Tanuki-Czytelnia

Tanuki.pl

Wyszukiwarka opowiadań

Studio JG

Komentarze

R.I.P

  • Dodaj komentarz
  • Powrót do opowiadania


  • Nakago : 2007-12-28 19:05:35
    Dla niektórych - spoiler również do tomy VII ;-)

    Tytuł komentarza tyczy się opisu: niewiele osób, które HP 'po prostu' czytają, odcyfrowało skrót "R.A.B." z tomu 6; osobiście znam taką jedną (ale on spisuje wszystkie choćby wspomniane postaci od tomu 1, dlatego się zorientował), na pewno w sieci jest więcej. Ja się, niestety, do nich nie zaliczam.

    Znając tom siódmy "R.I.P." się czyta trochę dziwnie. Na tyle nie pasuje do faktycznego (tj. opisanego przez JKR) przebiegu 'operacji horcrux' by RAB, że mi się, przyznam, gryzie. To samo mogę powiedzieć o 'wizji' Regulusa - jest inny. Mocno inny. Podobnie Severus, jego pobudki opuszczenia Voldemorta, grania na dwa fronty, częściowo nawet osobowość. Ale nie dziwię się, o ile założę, że "R.I.P." było pisane przed wydaniem / przeczytaniem tomu 7 HP. Jeżeli było napisane już po, to się trochę dziwię. Z drugiej strony: różne ludzie wizje miewają.

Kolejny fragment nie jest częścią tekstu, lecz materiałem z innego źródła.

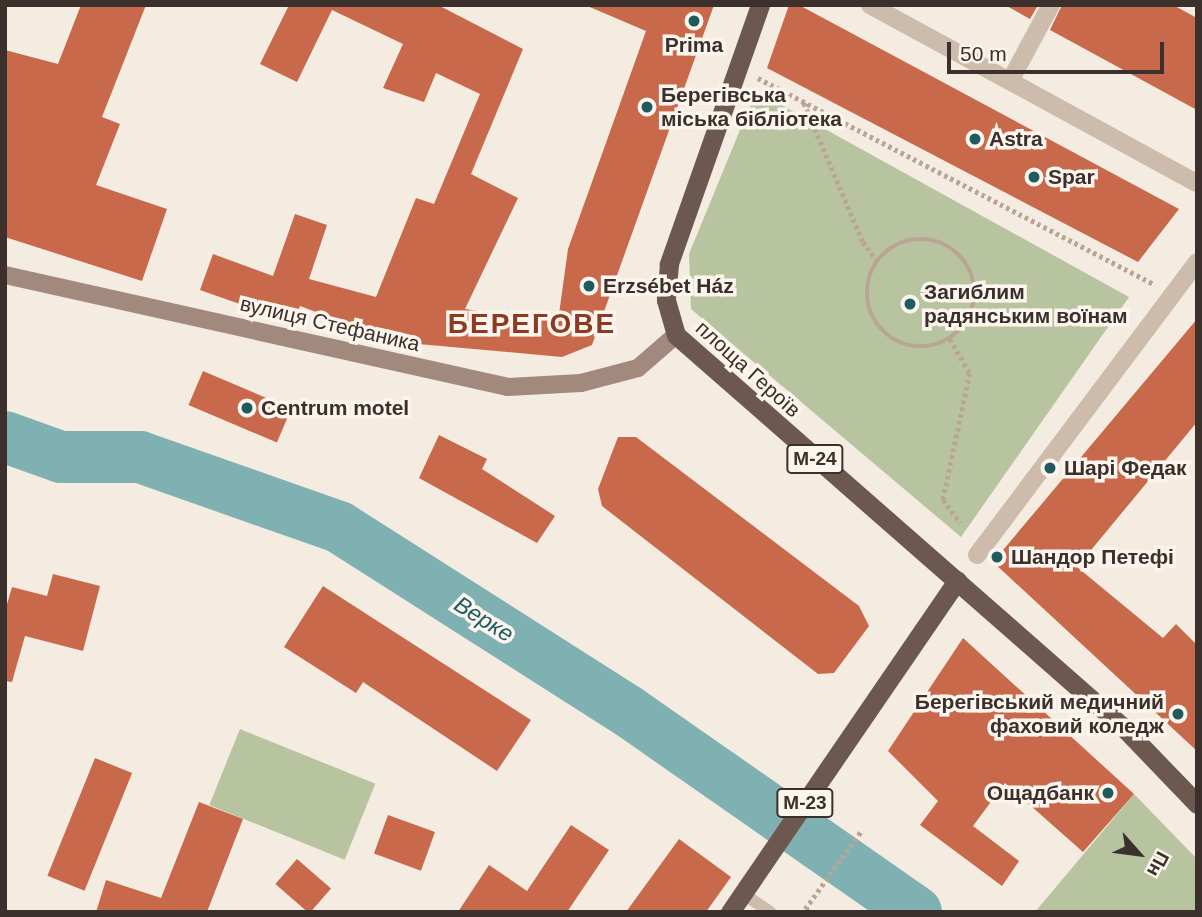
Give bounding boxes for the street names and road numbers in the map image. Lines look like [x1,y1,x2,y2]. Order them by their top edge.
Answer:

    Opowiadanie mi się podobało. Bardzo. Problem w tym, że jest w nim trochę niejasności. Np. dlaczego Severus tak mocno pragnął, by Black były jeszcze żywy, kiedy do niego dotrze? Żeby się pożegnać? No, to mu nie wyszło... Równie enigmatyczna wydaje mi się końcowa rozmowa z Dumbledorem, jak i samo przeświadczenie Snape'a o byciu 'spalonym', o konieczności zmiany frontu itp. To się kupy nie trzyma. Może inaczej: to się IMHO trzyma kupy tylko jeśli się uzna, że Severus Regulusa lubił, ale nie chciał się do tego przyznać nawet sobie samemu, o kimkolwiek innym nie wspominając. Opowiadanie - forma, styl, grzebanie bohaterom (szczególnie jednemu ;-)) w głowie - sprawia wrażenie, jakby Snape bronił się przed uczuciem, robił wszystko, by je odrzucić, by zaprzeczyć jego istnieniu; przed uczuciem, które było rzeczywiste, swoim uczuciem do Regulusa. Mogę to zaakceptować. Jednak nadal jest to zbyt zawoalowane, by mogła być bardziej przekonana do takiej interpretacji, a zatem i większej spójności tekstu.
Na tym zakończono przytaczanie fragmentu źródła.